Dataset entries:
------
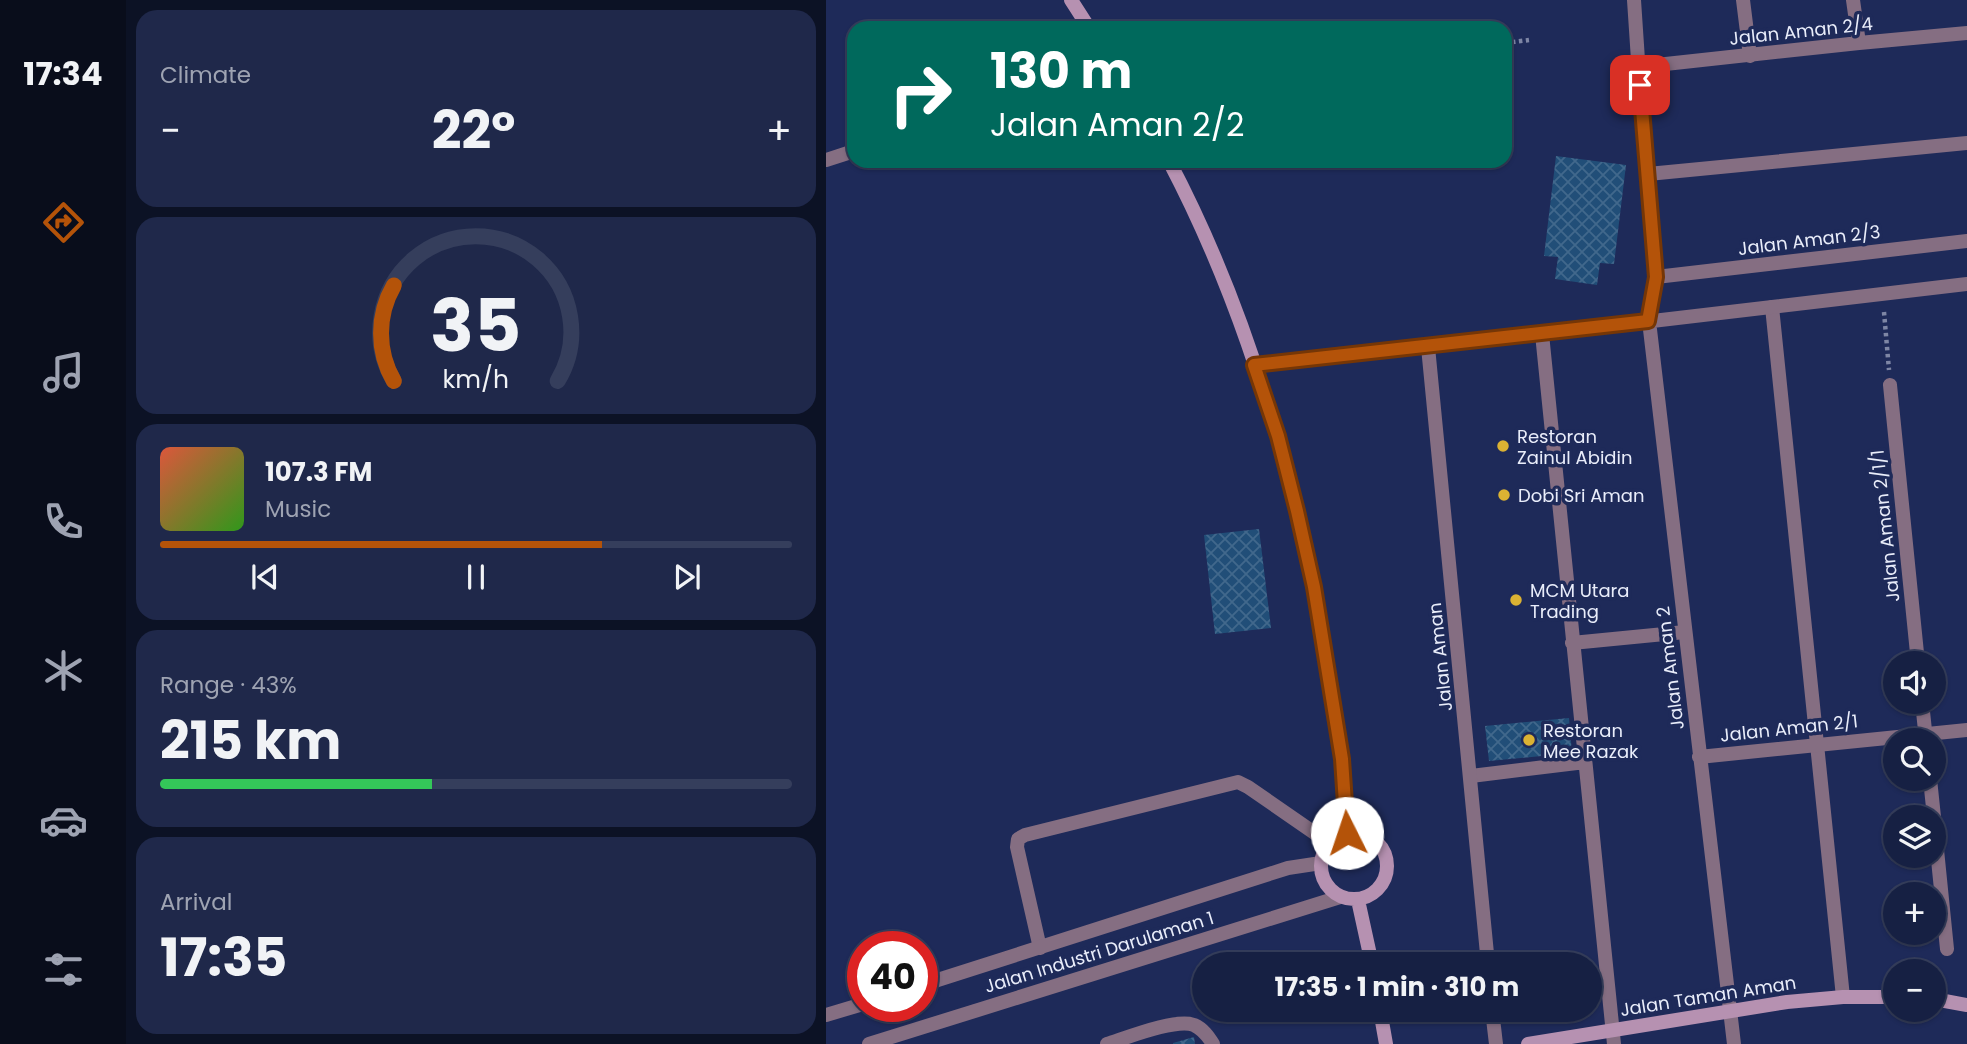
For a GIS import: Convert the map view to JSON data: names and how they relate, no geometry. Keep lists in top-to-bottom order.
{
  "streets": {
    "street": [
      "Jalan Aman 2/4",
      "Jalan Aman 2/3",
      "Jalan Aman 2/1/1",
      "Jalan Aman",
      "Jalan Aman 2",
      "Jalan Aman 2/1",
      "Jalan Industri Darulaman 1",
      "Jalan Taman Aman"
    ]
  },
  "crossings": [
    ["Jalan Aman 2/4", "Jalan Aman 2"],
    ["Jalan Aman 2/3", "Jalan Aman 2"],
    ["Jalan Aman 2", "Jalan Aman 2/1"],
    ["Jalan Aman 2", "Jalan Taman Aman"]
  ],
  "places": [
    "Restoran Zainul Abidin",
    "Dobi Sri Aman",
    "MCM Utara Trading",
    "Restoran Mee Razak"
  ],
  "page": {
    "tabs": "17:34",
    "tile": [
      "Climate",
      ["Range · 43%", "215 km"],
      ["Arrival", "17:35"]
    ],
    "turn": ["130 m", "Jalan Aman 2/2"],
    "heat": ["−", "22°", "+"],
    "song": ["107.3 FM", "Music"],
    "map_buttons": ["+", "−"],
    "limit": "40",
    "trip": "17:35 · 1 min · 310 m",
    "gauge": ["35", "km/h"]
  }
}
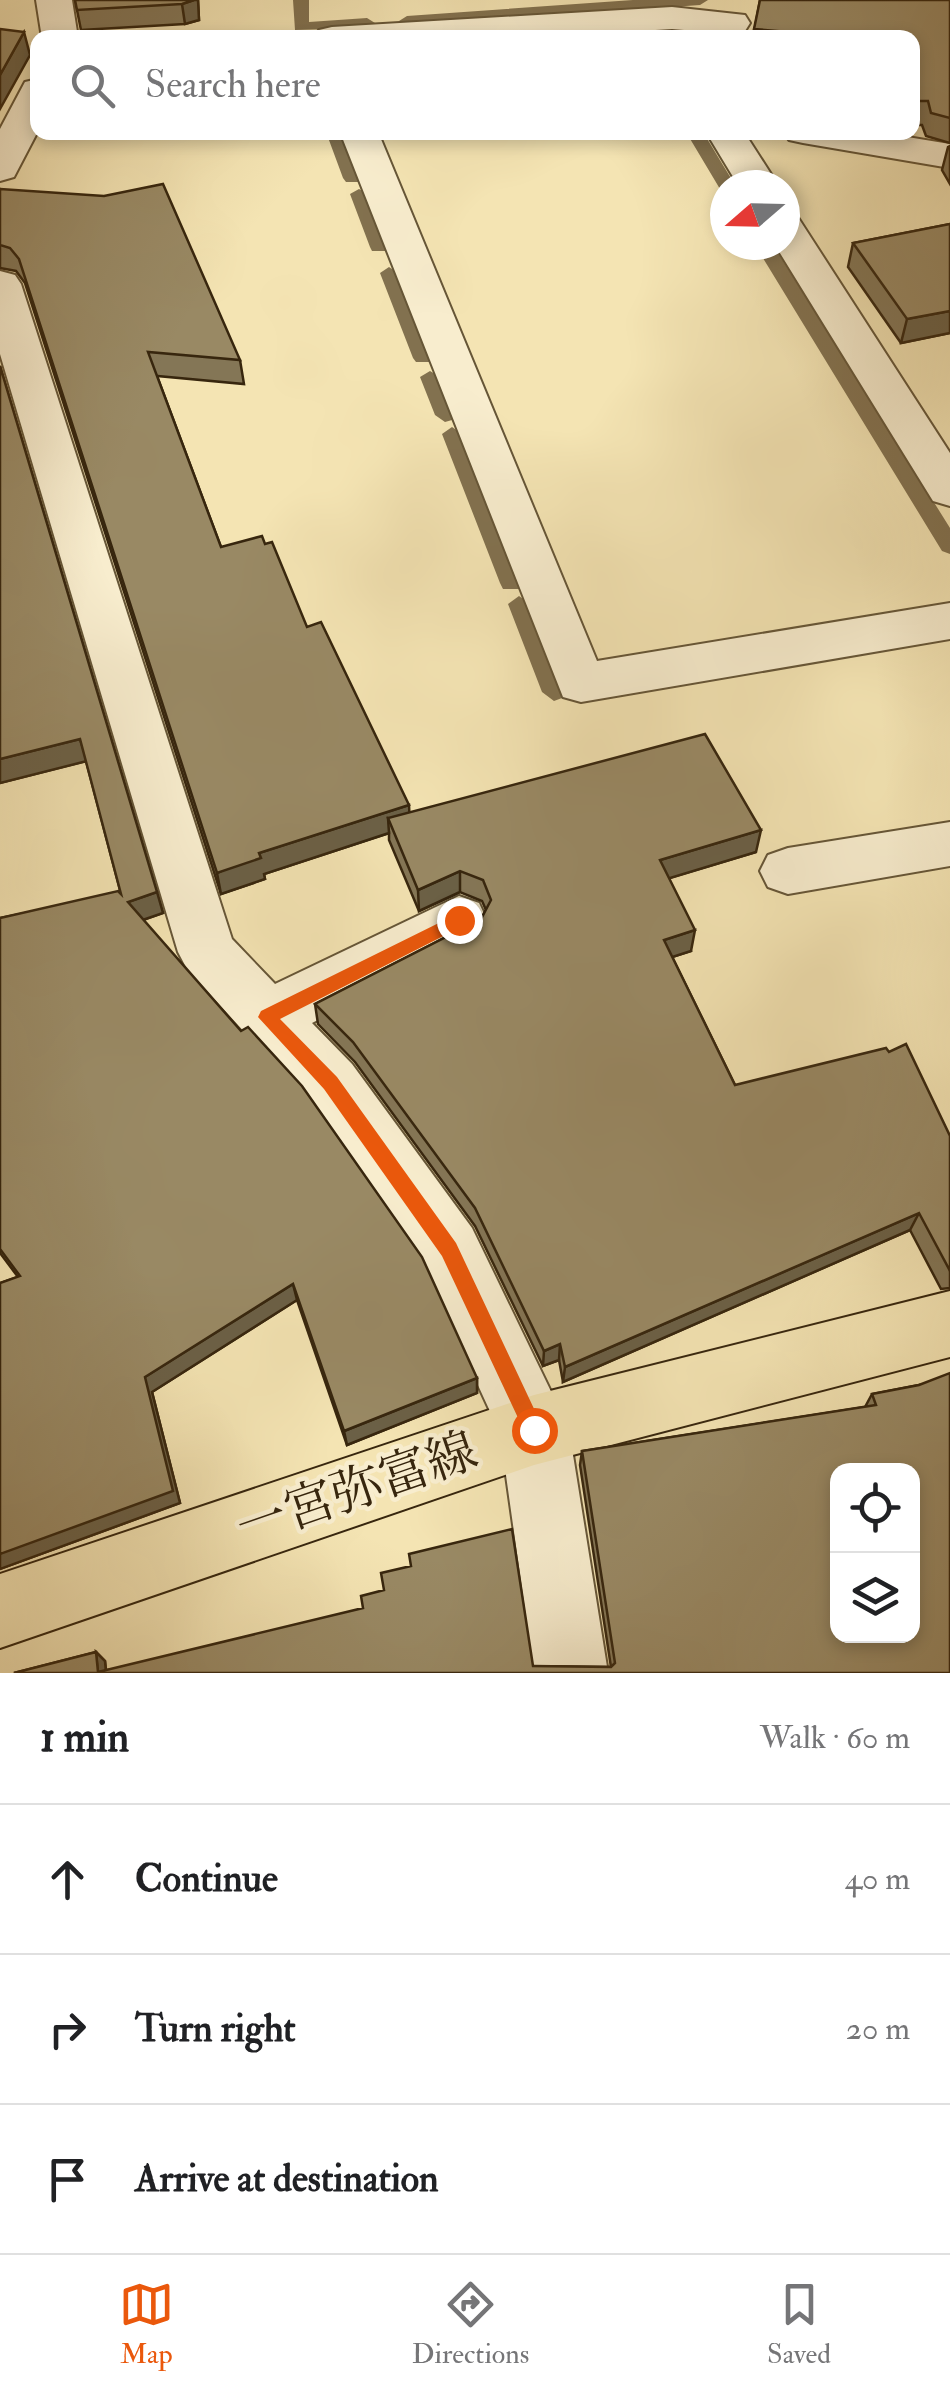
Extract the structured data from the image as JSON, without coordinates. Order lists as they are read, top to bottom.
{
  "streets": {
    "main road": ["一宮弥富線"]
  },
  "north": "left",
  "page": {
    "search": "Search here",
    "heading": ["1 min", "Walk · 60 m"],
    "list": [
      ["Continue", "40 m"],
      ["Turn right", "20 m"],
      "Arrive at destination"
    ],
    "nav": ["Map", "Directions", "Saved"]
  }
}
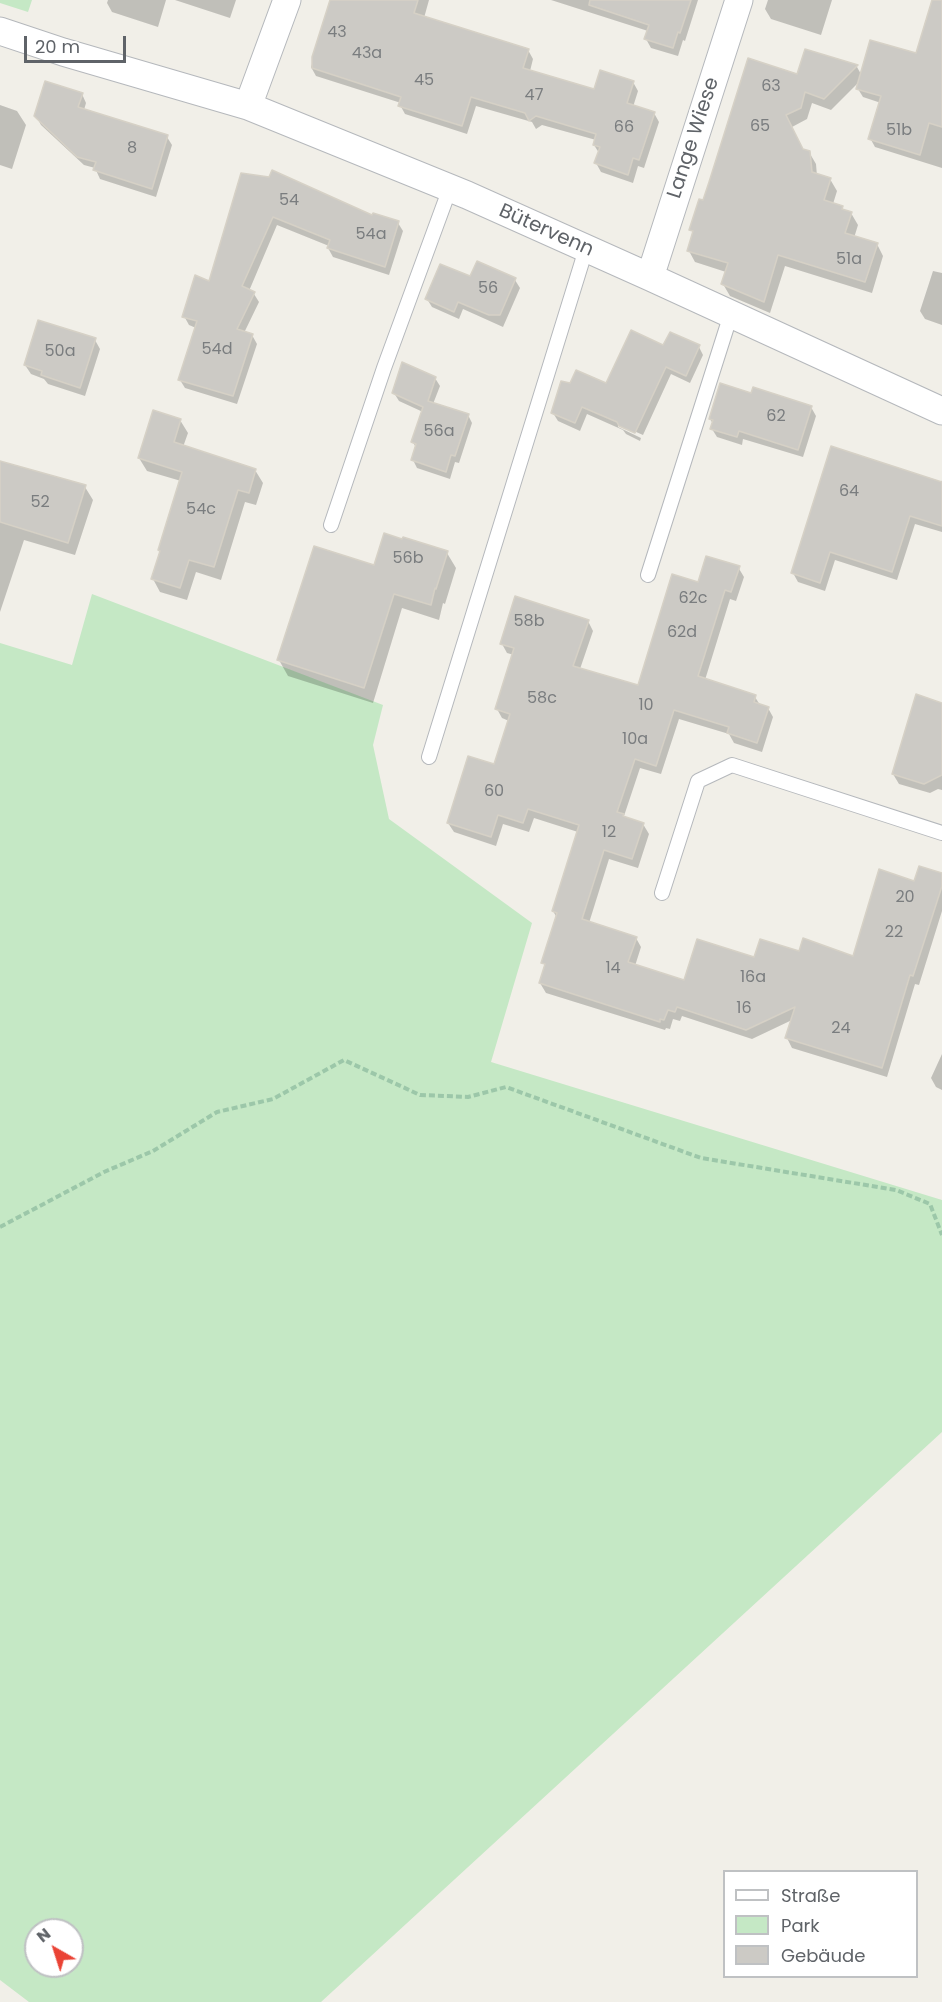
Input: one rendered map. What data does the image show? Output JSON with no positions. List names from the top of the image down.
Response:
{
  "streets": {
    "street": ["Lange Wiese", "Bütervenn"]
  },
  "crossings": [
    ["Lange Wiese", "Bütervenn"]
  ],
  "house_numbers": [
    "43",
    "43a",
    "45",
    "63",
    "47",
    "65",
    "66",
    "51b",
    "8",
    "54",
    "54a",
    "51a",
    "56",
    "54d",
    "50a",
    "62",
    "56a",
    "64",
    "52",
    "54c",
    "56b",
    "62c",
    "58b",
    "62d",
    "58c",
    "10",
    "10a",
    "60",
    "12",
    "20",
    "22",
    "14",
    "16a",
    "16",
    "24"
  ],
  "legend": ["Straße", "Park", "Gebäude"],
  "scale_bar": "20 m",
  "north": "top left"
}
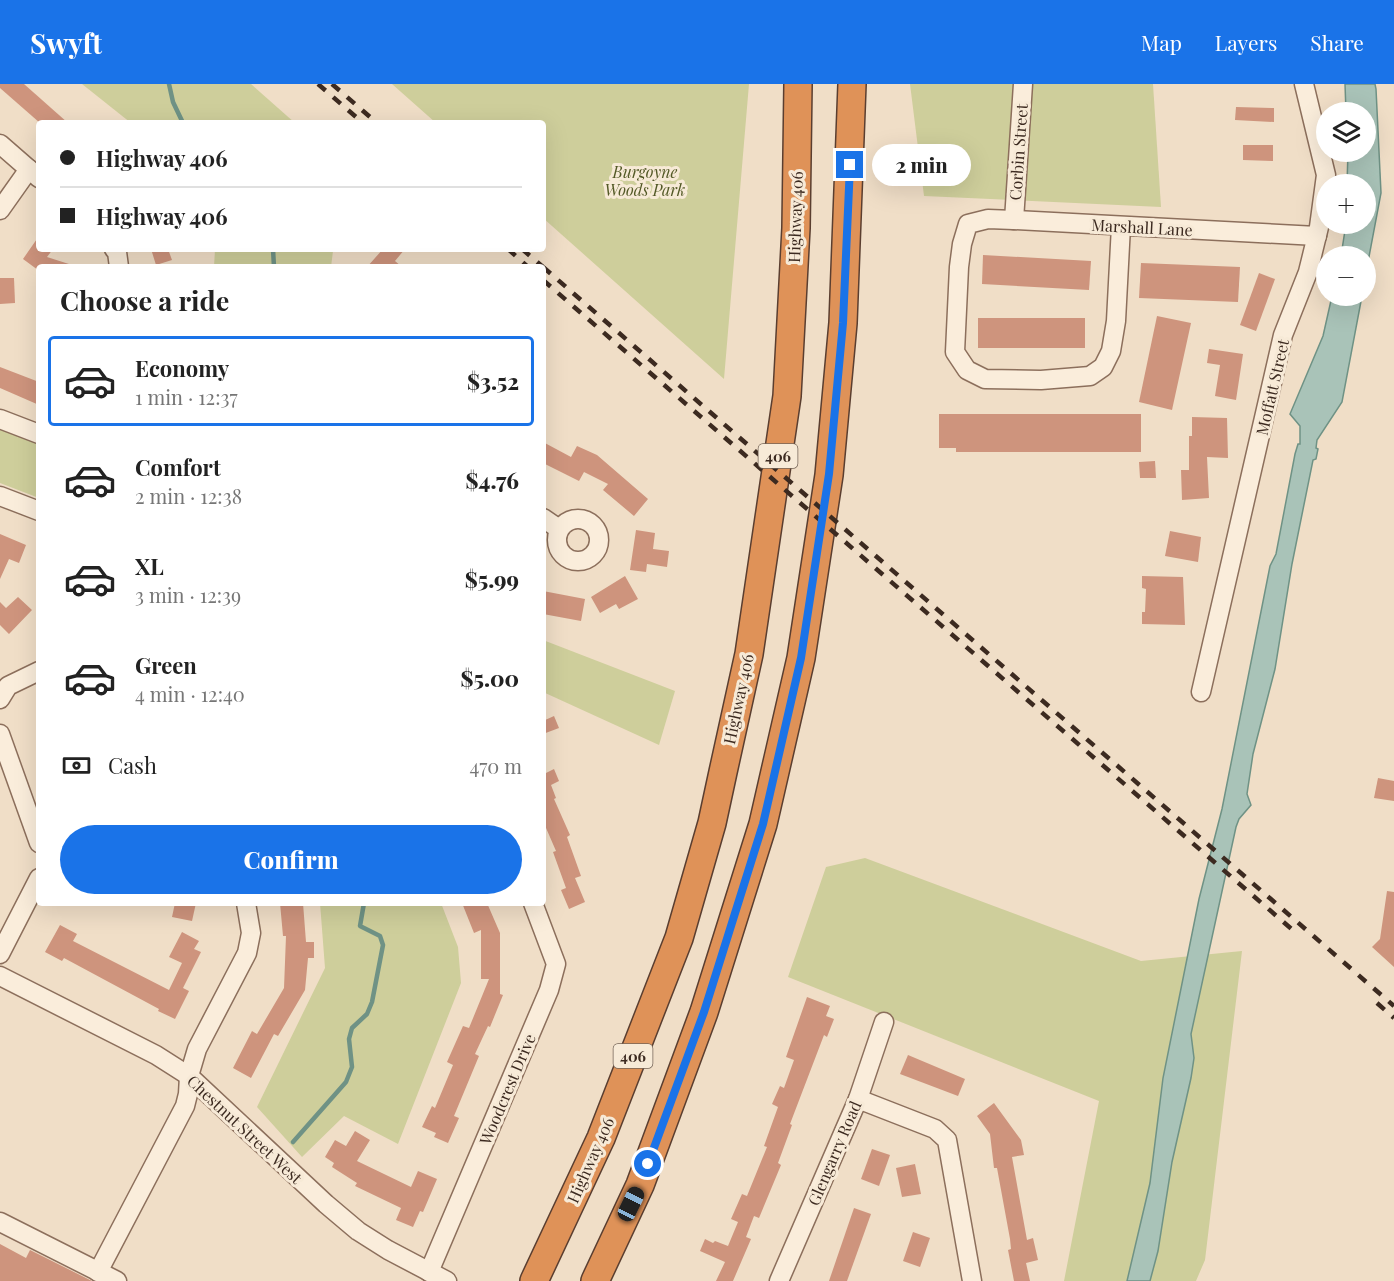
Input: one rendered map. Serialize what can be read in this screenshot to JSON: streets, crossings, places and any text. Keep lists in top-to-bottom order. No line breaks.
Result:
------
- _Task_
Return the lines above exactly; the images are not part of the copy.

- _Exercise solution_
For a GIS import: Convert the map view to JSON data: names and how they relate, no geometry. Keep lists in top-to-bottom order.
{
  "streets": {
    "street": [
      "Jalan Aman 2/4",
      "Jalan Aman 2/3",
      "Jalan Aman 2/1/1",
      "Jalan Aman",
      "Jalan Aman 2",
      "Jalan Aman 2/1",
      "Jalan Industri Darulaman 1",
      "Jalan Taman Aman"
    ]
  },
  "crossings": [
    ["Jalan Aman 2/4", "Jalan Aman 2"],
    ["Jalan Aman 2/3", "Jalan Aman 2"],
    ["Jalan Aman 2", "Jalan Aman 2/1"],
    ["Jalan Aman 2", "Jalan Taman Aman"]
  ],
  "places": [
    "Restoran Zainul Abidin",
    "Dobi Sri Aman",
    "MCM Utara Trading",
    "Restoran Mee Razak"
  ],
  "page": {
    "tabs": "17:34",
    "tile": [
      "Climate",
      ["Range · 43%", "215 km"],
      ["Arrival", "17:35"]
    ],
    "turn": ["130 m", "Jalan Aman 2/2"],
    "heat": ["−", "22°", "+"],
    "song": ["107.3 FM", "Music"],
    "map_buttons": ["+", "−"],
    "limit": "40",
    "trip": "17:35 · 1 min · 310 m",
    "gauge": ["35", "km/h"]
  }
}
Extract the structured data from the image as JSON, without coordinates. Order lists as they are read, top to bottom.
{
  "streets": {
    "main road": ["一宮弥富線"]
  },
  "north": "left",
  "page": {
    "search": "Search here",
    "heading": ["1 min", "Walk · 60 m"],
    "list": [
      ["Continue", "40 m"],
      ["Turn right", "20 m"],
      "Arrive at destination"
    ],
    "nav": ["Map", "Directions", "Saved"]
  }
}
Input: one rendered map. What data does the image show? Output JSON with no positions. List names from the top of the image down.
Response:
{
  "streets": {
    "street": ["Lange Wiese", "Bütervenn"]
  },
  "crossings": [
    ["Lange Wiese", "Bütervenn"]
  ],
  "house_numbers": [
    "43",
    "43a",
    "45",
    "63",
    "47",
    "65",
    "66",
    "51b",
    "8",
    "54",
    "54a",
    "51a",
    "56",
    "54d",
    "50a",
    "62",
    "56a",
    "64",
    "52",
    "54c",
    "56b",
    "62c",
    "58b",
    "62d",
    "58c",
    "10",
    "10a",
    "60",
    "12",
    "20",
    "22",
    "14",
    "16a",
    "16",
    "24"
  ],
  "legend": ["Straße", "Park", "Gebäude"],
  "scale_bar": "20 m",
  "north": "top left"
}
Input: one rendered map. Serialize what can be read in this screenshot to JSON: streets, crossings, places and any text. Keep lists in top-to-bottom order. No line breaks.
Result:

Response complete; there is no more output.